→ **What is needed**
Exact wording is required for every entry; transcribe all of them and leave the images out.

→ **Task data**
⟨

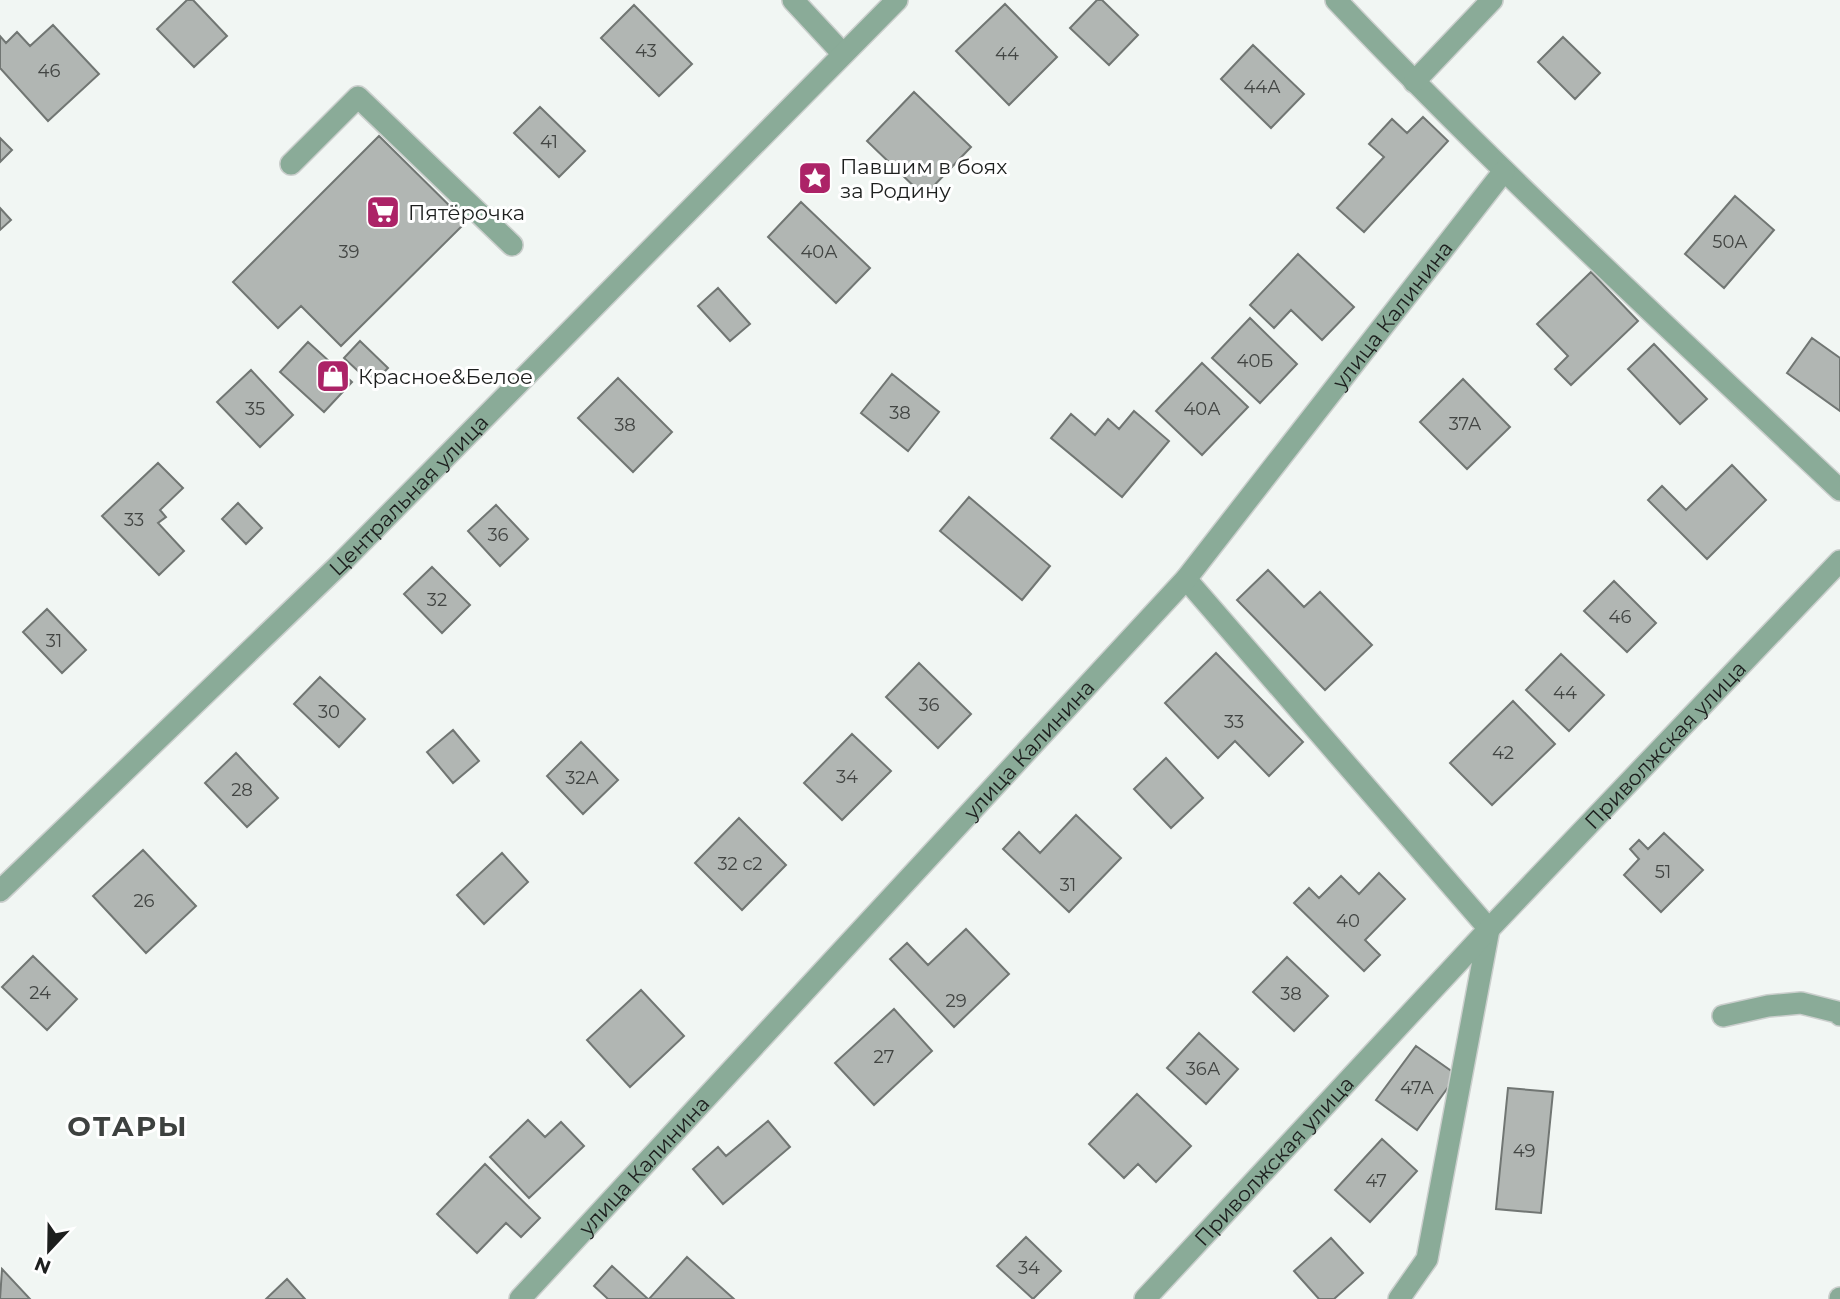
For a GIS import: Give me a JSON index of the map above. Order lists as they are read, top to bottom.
{
  "streets": {
    "street": ["улица Калинина", "Центральная улица", "Приволжская улица"]
  },
  "districts": ["ОТАРЫ"],
  "places": {
    "place": ["Павшим в боях за Родину"],
    "supermarket": ["Пятёрочка"],
    "shop": ["Красное&Белое"]
  },
  "house_numbers": [
    "43",
    "44",
    "46",
    "44А",
    "41",
    "50А",
    "39",
    "40А",
    "40Б",
    "35",
    "40А",
    "38",
    "37А",
    "38",
    "33",
    "36",
    "32",
    "46",
    "31",
    "44",
    "36",
    "30",
    "33",
    "42",
    "34",
    "32А",
    "28",
    "32 с2",
    "51",
    "31",
    "26",
    "40",
    "24",
    "38",
    "29",
    "27",
    "36А",
    "47А",
    "49",
    "47",
    "34"
  ],
  "north": "bottom"
}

⟩

→ **Answer for this exercise**
For a GIS import: Give me a JSON index of the map above. Order lists as they are read, top to bottom.
{
  "streets": {
    "street": ["улица Калинина", "Центральная улица", "Приволжская улица"]
  },
  "districts": ["ОТАРЫ"],
  "places": {
    "place": ["Павшим в боях за Родину"],
    "supermarket": ["Пятёрочка"],
    "shop": ["Красное&Белое"]
  },
  "house_numbers": [
    "43",
    "44",
    "46",
    "44А",
    "41",
    "50А",
    "39",
    "40А",
    "40Б",
    "35",
    "40А",
    "38",
    "37А",
    "38",
    "33",
    "36",
    "32",
    "46",
    "31",
    "44",
    "36",
    "30",
    "33",
    "42",
    "34",
    "32А",
    "28",
    "32 с2",
    "51",
    "31",
    "26",
    "40",
    "24",
    "38",
    "29",
    "27",
    "36А",
    "47А",
    "49",
    "47",
    "34"
  ],
  "north": "bottom"
}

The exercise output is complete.